*** RECORDS SHOWN Section Begins ***

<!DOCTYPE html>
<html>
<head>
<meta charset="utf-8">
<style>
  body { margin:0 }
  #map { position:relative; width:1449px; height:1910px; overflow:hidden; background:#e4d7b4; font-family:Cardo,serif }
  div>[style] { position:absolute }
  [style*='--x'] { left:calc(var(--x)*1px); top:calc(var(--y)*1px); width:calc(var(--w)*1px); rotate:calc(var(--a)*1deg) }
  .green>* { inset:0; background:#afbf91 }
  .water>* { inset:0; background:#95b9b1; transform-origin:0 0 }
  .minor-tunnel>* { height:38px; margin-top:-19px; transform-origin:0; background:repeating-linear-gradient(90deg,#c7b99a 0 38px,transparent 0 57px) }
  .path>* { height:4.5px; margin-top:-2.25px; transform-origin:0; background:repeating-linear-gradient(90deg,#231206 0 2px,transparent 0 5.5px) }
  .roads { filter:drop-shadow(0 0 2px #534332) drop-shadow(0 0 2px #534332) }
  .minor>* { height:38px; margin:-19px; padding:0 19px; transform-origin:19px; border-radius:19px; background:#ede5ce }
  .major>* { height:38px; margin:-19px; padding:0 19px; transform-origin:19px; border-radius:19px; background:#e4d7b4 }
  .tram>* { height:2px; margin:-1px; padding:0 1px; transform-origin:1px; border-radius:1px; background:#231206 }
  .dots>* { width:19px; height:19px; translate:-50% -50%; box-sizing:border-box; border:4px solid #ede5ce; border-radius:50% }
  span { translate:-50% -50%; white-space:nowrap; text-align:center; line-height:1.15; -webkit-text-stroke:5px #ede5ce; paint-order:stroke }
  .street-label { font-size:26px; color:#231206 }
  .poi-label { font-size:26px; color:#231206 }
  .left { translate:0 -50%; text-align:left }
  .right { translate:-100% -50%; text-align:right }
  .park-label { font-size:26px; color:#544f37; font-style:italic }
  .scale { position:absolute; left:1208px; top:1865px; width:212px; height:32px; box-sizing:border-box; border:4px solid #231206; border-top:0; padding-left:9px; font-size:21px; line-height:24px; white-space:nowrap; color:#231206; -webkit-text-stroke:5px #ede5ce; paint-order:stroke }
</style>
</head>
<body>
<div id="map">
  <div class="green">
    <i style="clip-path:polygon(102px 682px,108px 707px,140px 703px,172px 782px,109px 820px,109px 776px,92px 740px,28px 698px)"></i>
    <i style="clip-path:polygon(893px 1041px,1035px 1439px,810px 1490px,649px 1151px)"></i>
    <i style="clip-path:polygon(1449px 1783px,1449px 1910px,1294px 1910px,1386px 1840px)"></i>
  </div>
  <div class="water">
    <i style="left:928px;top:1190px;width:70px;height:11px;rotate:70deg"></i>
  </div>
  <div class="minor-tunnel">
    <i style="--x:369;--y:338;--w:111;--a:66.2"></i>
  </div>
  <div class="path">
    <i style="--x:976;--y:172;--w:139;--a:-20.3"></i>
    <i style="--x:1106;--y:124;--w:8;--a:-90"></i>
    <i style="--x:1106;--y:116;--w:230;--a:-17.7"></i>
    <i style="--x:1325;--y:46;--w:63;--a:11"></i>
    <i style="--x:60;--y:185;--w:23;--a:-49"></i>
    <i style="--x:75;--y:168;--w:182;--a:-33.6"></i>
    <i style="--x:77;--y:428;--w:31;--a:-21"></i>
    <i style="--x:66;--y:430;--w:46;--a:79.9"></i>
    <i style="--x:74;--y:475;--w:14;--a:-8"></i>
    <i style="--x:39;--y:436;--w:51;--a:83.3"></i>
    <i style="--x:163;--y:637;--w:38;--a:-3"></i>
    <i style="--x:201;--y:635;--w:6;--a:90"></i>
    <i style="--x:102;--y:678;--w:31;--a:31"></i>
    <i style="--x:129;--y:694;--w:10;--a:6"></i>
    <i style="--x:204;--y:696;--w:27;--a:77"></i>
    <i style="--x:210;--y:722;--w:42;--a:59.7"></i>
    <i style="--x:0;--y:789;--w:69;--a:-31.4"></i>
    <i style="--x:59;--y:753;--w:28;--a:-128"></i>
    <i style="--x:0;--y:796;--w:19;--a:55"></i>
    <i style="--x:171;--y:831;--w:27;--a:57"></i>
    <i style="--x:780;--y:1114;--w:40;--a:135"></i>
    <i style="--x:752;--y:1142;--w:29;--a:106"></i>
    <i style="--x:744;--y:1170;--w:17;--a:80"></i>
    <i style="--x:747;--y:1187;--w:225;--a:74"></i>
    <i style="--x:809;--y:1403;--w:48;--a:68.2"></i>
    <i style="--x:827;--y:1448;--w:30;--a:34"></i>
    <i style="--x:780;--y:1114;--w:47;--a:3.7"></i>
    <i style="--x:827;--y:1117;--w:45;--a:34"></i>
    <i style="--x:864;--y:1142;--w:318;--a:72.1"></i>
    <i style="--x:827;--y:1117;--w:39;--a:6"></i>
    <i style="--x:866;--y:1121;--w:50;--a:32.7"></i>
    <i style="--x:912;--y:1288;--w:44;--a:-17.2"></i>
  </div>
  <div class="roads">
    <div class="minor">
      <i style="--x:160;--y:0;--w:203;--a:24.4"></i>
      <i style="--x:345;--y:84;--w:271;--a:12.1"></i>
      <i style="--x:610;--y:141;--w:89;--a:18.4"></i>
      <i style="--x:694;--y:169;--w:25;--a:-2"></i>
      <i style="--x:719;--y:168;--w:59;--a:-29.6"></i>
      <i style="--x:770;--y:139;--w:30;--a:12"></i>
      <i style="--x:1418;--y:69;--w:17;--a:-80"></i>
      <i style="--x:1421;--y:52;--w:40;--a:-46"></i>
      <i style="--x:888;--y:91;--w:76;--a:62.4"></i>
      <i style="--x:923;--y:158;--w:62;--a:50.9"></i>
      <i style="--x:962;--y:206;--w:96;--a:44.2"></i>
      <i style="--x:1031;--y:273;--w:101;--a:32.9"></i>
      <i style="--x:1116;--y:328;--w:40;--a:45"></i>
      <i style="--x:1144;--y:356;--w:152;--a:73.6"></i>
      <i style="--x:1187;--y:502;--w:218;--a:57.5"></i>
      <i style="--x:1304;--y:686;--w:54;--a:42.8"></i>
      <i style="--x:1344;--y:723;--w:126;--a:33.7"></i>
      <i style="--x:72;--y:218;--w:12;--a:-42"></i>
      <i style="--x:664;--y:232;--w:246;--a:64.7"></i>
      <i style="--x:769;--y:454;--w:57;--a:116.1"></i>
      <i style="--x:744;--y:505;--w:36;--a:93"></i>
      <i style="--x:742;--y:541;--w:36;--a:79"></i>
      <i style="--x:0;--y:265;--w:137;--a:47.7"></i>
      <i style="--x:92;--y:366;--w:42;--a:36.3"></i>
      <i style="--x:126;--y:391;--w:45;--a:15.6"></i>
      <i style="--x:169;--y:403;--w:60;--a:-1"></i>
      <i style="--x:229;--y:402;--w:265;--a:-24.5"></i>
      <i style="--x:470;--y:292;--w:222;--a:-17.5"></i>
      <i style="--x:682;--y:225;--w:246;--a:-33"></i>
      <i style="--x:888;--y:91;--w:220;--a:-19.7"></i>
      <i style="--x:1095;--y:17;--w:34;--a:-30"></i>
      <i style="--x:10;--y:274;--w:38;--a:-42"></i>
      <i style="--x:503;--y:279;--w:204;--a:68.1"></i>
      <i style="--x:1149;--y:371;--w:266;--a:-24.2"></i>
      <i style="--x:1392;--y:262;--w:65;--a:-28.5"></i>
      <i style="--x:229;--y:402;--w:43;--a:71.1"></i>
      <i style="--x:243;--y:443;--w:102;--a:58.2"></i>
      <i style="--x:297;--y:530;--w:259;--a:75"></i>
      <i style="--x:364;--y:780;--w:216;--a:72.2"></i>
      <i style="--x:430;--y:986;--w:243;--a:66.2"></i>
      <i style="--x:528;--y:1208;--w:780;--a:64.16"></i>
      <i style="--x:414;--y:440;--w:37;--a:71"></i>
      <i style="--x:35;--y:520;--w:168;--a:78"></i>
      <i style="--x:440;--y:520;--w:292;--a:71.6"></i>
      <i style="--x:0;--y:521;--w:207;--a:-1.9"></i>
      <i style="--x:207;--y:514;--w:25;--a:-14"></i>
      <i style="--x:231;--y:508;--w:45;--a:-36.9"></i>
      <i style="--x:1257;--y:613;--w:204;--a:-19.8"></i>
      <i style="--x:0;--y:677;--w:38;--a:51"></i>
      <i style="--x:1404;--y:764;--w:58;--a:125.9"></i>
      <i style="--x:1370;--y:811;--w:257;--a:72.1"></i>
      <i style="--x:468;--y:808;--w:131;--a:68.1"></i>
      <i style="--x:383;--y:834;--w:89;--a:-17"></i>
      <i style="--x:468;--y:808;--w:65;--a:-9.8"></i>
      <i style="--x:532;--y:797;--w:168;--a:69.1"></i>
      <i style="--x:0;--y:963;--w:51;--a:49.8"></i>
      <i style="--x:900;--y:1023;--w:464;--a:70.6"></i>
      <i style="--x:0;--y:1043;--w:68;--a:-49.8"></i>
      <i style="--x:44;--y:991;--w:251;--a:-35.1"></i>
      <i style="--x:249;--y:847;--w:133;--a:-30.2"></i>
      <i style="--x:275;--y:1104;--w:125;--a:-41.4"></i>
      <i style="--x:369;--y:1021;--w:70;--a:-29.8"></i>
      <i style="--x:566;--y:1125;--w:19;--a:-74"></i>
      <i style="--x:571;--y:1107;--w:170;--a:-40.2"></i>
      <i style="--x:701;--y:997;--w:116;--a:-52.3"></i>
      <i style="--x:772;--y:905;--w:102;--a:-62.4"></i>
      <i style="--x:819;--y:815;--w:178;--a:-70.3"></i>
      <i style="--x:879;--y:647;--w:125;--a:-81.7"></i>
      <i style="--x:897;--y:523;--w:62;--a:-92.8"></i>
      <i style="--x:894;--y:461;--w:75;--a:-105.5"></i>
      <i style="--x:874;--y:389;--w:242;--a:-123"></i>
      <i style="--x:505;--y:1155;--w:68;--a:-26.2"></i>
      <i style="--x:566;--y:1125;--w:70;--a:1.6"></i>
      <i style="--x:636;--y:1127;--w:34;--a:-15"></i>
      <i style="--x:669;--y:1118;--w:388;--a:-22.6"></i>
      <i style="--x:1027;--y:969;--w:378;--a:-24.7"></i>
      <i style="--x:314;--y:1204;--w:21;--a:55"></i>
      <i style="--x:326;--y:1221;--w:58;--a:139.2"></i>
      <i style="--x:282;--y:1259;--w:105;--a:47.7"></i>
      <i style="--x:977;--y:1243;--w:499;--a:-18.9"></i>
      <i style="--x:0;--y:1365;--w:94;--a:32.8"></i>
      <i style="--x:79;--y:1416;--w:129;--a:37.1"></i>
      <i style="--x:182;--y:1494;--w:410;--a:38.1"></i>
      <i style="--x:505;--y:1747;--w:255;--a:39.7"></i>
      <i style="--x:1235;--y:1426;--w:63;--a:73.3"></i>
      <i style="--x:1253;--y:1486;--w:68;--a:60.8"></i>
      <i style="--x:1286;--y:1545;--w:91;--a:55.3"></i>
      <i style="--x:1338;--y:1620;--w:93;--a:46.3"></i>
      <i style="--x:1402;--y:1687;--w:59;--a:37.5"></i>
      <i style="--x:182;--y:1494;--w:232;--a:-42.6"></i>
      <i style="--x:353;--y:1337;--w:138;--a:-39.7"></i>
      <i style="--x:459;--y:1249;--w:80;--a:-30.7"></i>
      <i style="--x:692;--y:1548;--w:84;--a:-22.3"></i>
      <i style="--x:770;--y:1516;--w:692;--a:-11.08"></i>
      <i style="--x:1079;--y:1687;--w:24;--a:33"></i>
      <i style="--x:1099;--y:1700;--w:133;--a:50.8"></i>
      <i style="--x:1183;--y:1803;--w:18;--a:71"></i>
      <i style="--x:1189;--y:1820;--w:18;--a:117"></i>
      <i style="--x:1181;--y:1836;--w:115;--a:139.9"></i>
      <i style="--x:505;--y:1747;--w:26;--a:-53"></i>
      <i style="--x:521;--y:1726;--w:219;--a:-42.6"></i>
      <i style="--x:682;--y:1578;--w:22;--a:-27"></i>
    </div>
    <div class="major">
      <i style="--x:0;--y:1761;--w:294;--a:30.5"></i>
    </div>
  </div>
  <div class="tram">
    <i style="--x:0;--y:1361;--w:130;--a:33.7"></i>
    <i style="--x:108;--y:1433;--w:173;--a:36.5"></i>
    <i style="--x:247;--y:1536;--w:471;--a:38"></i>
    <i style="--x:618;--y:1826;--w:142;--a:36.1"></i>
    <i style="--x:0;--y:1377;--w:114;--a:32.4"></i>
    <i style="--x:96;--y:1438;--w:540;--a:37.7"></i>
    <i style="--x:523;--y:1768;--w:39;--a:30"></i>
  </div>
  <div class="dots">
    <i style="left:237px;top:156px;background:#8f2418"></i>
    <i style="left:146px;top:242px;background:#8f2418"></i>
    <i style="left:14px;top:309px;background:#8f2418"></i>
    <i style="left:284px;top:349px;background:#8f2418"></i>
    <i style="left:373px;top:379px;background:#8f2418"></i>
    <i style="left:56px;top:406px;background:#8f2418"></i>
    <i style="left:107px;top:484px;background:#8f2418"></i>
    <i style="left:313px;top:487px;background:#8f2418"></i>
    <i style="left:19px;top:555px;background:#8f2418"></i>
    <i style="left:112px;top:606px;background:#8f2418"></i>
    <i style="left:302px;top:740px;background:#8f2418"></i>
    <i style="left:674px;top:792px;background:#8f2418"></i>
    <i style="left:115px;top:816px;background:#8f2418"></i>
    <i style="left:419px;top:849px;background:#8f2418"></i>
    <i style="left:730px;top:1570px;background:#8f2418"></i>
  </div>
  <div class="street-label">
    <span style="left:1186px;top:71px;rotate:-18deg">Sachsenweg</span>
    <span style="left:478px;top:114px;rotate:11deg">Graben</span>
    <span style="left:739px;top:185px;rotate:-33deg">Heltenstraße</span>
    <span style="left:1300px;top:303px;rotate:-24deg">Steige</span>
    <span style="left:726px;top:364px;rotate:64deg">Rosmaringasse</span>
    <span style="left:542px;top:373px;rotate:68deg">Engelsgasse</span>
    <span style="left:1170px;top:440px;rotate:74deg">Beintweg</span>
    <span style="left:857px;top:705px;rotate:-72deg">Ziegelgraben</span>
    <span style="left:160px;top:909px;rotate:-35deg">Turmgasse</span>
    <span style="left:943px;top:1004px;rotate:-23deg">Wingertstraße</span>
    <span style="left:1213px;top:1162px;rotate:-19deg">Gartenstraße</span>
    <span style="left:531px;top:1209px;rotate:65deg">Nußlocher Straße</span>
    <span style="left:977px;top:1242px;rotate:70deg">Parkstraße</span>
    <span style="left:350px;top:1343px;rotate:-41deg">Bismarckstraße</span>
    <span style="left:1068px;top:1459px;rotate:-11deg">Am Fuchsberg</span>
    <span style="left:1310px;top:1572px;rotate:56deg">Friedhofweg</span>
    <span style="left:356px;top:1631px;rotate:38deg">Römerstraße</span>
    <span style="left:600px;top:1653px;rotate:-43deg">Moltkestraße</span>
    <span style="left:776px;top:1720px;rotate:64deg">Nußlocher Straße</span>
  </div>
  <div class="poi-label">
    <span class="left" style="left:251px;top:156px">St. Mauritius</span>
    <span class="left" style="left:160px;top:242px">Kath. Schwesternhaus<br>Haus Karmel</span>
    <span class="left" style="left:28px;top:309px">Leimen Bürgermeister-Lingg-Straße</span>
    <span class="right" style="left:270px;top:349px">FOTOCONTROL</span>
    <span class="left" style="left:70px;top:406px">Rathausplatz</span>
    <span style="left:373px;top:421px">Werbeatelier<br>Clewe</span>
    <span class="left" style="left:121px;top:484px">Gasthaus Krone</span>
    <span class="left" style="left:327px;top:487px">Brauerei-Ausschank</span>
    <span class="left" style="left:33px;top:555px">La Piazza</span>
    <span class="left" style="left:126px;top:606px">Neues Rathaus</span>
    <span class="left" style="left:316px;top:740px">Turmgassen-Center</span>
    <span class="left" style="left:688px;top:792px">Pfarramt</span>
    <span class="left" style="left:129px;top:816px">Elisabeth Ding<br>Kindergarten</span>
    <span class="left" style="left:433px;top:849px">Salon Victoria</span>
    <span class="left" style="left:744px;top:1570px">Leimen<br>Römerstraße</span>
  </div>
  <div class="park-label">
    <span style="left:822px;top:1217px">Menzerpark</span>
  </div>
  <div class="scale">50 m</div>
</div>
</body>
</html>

*** RECORDS SHOWN Section Ends ***

## WHAT IS EXPECTED
Looking through the data above, copy out each line in which the string "dots" occurs.

## SOLUTION TO THE PROBLEM
  .dots>* { width:19px; height:19px; translate:-50% -50%; box-sizing:border-box; border:4px solid #ede5ce; border-radius:50% }
  <div class="dots">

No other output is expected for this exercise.